Nous décidons alors de rentrer à Alexandrie. Là bouleversement incroyable de toutes les administrations ; le Conseil Quarantenaire vient d’être supprimé et remplacé par une sorte de quarantaine mondiale, de tête américaine et où se précipitent, sans titres spéciaux, un tas de profiteurs internationaux qui ne connaissent rien à nos méthodes éprouvées. Notre beau palais neuf du boulevard de Mer est pris d’assaut et nous sommes tous priés de déménager.
C’est en face du Sporting que nous transportons nos pénates ; son parc immense remplacera notre jardin de poche et pendant ce temps l’appartement si vaste et si coloré est destiné à de multiples bureaux. Le théâtre en rond, bleu et rouge, le printemps normand, mauve et vert et les cheminées de marbre rose recevront un nouvel enduit de ripolin moutarde et chocolat.

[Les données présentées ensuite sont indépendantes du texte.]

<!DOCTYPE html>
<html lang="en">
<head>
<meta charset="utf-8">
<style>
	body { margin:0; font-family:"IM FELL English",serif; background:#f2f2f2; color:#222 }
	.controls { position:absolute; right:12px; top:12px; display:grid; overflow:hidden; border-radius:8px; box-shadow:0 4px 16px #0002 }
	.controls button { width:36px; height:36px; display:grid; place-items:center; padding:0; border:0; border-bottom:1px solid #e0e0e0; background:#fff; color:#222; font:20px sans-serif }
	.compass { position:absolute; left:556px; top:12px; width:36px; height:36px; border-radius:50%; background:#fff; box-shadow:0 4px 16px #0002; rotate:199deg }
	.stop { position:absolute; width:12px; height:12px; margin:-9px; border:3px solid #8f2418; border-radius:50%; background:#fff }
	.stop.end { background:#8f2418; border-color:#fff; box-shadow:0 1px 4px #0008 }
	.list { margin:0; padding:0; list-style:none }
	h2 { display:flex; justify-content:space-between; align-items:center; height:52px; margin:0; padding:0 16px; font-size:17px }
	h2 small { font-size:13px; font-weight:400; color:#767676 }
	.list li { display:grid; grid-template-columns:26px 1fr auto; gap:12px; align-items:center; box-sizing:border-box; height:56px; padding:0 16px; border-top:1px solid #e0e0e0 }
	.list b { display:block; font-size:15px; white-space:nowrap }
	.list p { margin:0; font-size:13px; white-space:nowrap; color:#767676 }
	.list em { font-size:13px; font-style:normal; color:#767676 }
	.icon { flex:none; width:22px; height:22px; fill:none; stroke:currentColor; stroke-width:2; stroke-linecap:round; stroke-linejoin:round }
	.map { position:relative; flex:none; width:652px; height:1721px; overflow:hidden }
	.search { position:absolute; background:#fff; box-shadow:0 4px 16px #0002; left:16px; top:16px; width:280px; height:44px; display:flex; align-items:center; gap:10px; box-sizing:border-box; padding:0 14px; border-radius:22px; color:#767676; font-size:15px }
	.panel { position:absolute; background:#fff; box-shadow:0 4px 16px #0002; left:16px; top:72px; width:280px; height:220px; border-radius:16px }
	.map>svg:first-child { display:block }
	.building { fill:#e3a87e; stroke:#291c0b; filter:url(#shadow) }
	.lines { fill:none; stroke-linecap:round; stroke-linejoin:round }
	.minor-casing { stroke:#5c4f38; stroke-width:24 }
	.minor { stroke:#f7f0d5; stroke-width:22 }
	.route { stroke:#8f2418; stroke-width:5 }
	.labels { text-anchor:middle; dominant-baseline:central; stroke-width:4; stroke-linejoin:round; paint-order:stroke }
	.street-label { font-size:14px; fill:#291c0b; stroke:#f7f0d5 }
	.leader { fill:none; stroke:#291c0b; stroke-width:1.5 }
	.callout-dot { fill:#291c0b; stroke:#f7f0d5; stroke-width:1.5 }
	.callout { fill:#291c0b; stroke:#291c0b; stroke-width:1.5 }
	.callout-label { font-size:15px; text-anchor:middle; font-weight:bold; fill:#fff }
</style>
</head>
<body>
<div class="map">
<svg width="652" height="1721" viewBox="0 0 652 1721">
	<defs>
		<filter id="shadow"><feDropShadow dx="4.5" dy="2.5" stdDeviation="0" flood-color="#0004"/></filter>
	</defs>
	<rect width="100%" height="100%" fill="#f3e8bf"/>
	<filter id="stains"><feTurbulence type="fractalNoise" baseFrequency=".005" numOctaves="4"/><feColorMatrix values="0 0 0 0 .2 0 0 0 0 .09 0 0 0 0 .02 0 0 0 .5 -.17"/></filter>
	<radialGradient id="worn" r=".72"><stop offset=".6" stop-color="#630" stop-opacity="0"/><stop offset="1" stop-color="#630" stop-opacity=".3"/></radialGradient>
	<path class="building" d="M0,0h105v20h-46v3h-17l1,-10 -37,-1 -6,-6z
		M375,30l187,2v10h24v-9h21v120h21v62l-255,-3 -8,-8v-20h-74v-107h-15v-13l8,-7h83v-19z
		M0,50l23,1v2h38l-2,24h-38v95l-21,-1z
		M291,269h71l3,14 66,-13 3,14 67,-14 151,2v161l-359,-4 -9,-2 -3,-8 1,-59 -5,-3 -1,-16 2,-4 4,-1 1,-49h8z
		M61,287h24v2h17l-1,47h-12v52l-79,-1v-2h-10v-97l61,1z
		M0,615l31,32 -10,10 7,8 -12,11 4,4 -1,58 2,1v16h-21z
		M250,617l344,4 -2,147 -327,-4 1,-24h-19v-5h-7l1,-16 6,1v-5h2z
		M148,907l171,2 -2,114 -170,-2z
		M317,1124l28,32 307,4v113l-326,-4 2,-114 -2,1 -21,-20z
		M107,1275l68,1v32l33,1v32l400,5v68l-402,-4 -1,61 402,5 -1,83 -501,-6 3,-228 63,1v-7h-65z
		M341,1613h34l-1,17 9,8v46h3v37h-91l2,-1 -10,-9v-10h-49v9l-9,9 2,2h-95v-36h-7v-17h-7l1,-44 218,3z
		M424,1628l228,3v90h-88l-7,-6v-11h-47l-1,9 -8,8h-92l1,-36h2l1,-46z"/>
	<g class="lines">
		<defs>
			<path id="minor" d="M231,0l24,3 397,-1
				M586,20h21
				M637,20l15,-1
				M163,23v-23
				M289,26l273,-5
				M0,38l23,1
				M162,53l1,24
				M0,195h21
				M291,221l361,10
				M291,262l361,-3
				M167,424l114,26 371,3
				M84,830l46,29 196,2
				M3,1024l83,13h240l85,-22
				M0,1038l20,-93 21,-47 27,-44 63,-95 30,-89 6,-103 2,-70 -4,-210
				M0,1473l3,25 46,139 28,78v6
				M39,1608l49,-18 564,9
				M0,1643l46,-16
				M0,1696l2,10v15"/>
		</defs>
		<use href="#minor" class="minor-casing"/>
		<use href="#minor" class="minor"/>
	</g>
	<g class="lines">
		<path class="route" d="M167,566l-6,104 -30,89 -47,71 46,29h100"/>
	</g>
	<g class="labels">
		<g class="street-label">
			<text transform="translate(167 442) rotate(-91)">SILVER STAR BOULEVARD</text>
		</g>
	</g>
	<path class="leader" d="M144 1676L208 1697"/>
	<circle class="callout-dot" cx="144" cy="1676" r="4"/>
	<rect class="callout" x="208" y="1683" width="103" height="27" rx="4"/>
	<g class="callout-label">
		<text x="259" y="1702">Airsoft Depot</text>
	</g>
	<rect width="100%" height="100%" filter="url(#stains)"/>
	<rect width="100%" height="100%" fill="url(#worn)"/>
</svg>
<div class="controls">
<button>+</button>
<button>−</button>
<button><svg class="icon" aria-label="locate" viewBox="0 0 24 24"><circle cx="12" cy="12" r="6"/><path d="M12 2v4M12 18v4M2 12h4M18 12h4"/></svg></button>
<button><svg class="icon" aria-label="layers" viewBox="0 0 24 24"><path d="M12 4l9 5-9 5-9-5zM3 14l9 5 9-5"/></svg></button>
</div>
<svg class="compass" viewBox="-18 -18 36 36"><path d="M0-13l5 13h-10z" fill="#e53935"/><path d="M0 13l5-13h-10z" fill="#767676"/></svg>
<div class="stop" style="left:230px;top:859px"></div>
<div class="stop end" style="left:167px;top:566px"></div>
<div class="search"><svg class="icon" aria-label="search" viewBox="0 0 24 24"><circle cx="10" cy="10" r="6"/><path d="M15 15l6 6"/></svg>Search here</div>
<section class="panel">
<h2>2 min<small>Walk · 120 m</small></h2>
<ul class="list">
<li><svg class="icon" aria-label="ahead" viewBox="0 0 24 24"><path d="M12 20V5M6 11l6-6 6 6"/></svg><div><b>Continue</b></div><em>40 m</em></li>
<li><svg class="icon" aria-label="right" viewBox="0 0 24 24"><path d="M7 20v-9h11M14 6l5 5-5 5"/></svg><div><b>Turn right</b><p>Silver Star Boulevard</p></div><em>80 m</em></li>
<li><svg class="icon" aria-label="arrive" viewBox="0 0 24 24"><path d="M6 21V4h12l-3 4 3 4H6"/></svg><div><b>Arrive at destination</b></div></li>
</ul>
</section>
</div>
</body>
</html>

Mais nous ne perdons pas courage. Mon mari prend à tâche de rénover l’hôpital français, avec un vrai succès et j’ai retrouvé mes dispensaires, mes consultations externes, mes infirmières dans toutes les œuvres de charité dont je m’occupais avant-guerre. Madame le Docteur vient de renaître.

Avec nos retraites nous pouvions vivre petitement et nous gardions quelques amis fidèles dans une intimité journalière. Nous vivions heureux de nouveau ayant retrouvé l’Egypte simplette de notre arrivée en 1911.